Très peu attirant physiquement

Je ne l’ai considéré au début que comme un simple ami. J’ai d’ailleurs rencontré plusieurs de ses conquêtes, j’étais sa confidente.
Et puis, tout est allé très vite. Le premier baiser, l’arrêt de mes études, l’emménagement chez lui.
Mes proches ne comprenaient pas ce revirement de situation et moi non plus d’ailleurs. J’étais totalement accro à cet homme là, je ne pouvais faire sans lui alors que dotée d’un très fort caractère, j’étais de nature indépendante.
Cet homme m’a d’abord intriguée. Il semblait fragile derrière ses allures de gros dur, quelque chose était brisé en lui et j’avais envie de le guérir. J’étais une femme intelligente avec une joie de vivre débordante et une soif d’apprendre et de communiquer aux autres. J’allais réussir à le transformer c’est sûr !
Nous vivions des moments uniques. Tout était fluide. Il me couvrait de cadeaux. Il se confiait et je me confiais à mon tour. Il me présenta sa famille qui m’accueillit à bras ouverts. Je ne pouvais plus faire sans lui. L’amour me donnait des ailes et quand il était absent, je me sentais dévastée. Je ne voulais plus sortir qu’avec lui et je laissais mes amis de côté. Je délaissais ma famille, je les appelais moins de peur qu’ils ne comprennent pas cet engouement soudain pour un inconnu.

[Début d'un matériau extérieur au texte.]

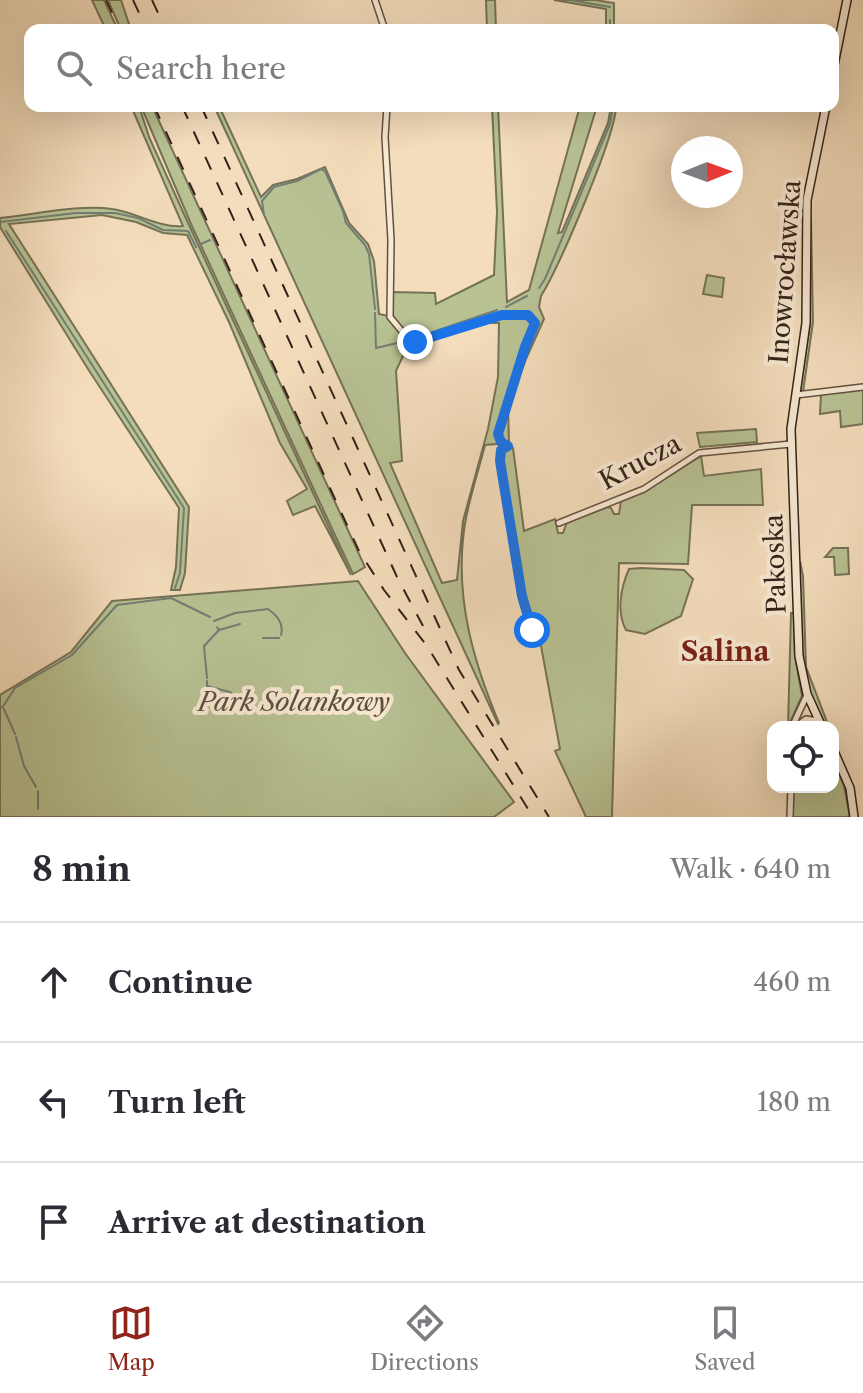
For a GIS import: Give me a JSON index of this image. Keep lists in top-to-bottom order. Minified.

D’autant plus que j’avais arrêté mes études et pour mon père surtout cela était inconcevable. Une vie entière à faire des concessions pour pouvoir payer les études de sa fille, quel gâchis …!

Je ne savais même pas moi même pourquoi je décidai soudainement d’abandonner toutes ces années d’étude. Je compris plus tard que j’étais en train de subir un lavage de cerveau.

Il me répétait sans arrêt les mêmes phrases tel un gourou :

Tiens, je t’ai acheté cela car je sais que tu ne travailles pas
Les courses c’est bien mais ça coûte cher une femme à la maison
Je suis le seul à travailler donc on ne peut pas tout se payer tout le temps

C’était toujours lancé sur un ton doux et gentil et c’est donc tout naturellement que j’ai décidé de me lancer dans la vie active mais sans bagage aucun.
Je continuais à être persuadée que notre couple était idéal. Il m’envoyait des poèmes, me mettait sur un piédestal et j’adorais sa jalousie. Il avait selon lui eu le coup de foudre pour moi donc sa jalousie me flattait et me rendait importante. Personnellement, je n’ai jamais été réellement jalouse.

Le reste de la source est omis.